I've been trying to avoid having kids/infants car/booster seats on a trip more or less since the first one was born. Toting those damned things around sucks big ones, and the travel systems I've encountered had limited use and so many weight issues they didn't make anything better. I have all kinds of parenting gear that works okay, but not having to deal with the damned seats is really the holy grail.

Public transport would solve All These Problems because you don't need the kid seats on public transport. When I first ran across Disney's Motor Coach transport from Orlando airport to the World, I was dizzy with excitement. Then I realized they weren't dealing with Southwest and I promptly lost interest. Turns out _now_ they do deal with Southwest, but I didn't realize that until after booking this trip on JetBlue.

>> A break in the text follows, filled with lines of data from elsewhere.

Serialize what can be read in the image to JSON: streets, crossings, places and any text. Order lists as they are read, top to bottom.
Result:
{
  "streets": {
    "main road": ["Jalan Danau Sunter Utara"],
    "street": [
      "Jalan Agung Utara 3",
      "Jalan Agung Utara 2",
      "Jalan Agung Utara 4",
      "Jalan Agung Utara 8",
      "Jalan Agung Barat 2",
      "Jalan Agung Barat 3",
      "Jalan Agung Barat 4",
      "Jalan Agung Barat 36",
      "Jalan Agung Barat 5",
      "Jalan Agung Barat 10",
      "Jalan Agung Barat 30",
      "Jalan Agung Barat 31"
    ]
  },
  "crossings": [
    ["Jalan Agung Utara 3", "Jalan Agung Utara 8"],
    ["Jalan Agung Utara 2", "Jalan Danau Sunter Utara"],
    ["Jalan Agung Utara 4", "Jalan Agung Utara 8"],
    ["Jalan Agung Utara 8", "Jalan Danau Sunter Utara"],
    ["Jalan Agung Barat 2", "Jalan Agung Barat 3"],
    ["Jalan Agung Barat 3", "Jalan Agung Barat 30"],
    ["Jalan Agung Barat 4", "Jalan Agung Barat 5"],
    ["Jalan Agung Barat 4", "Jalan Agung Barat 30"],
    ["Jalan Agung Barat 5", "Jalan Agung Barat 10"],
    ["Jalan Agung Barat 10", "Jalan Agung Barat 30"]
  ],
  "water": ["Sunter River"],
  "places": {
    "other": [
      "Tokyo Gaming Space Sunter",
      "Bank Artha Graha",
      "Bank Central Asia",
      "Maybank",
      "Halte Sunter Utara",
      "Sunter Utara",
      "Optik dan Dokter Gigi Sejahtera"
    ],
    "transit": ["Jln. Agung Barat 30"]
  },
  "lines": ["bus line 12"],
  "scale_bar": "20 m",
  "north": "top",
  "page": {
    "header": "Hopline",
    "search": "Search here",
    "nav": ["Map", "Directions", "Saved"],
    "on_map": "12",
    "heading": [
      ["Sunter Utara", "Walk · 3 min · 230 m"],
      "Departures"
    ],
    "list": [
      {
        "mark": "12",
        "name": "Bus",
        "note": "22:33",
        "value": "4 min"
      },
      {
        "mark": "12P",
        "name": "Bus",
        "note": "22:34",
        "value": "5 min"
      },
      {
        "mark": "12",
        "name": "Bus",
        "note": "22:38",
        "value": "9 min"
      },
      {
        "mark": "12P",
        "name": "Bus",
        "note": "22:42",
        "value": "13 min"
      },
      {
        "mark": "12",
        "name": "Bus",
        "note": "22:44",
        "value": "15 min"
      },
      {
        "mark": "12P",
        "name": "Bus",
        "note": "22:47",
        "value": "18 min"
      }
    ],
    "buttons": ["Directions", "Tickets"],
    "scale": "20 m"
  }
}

About halfway through _Married to the Mouse_, I run across this nugget at the beginning of chapter seven: a proposal to run mag-lev from the airport to Epcot in 1989 -- financed by a bunch of non-Disney investors (those excitable Japanese prior to the collapse of their bubble). Obviously, _that_ didn't happen. Apparently prior to that proposal, DisneyCo had contemplated running the monorail out to Orlando airport and making arrangements to do with luggage what they would ultimately do with luggage for Magical Express (special tags so DisneyCo could pick up guest luggage). They chose not to do that because (wait for it) the monorail runs too slow. As near as I can tell, the monorail can go at least 55 mph, and they've upgraded the train technology on occasion -- it's not obvious to me what would stop them from running new equipment at something like 70 mph, comparable to what a private car or taxi or van or whatever can do on the same trip. I realize everyone gets really excited about 300 mph, but it's a 20-30 mile run: you're talking about the difference between 5 minutes (if you did 300 mph average, _which you would not_) and 22 minutes (ditto for 70). Given the line wait times involved in Disney Magical Express now (processing your voucher and crap) run the better part of an hour when everything is running screamingly fast, I do not think that 17 minutes on the trip time makes a damn bit of difference. And honestly? I cannot imagine why they were worried about justifying a hypothetical $8 charge back in 199x when it would roll out -- taxis at that point must surely have been charging at least that much, and a rental car even more. It's like these people had no idea what they were competing with.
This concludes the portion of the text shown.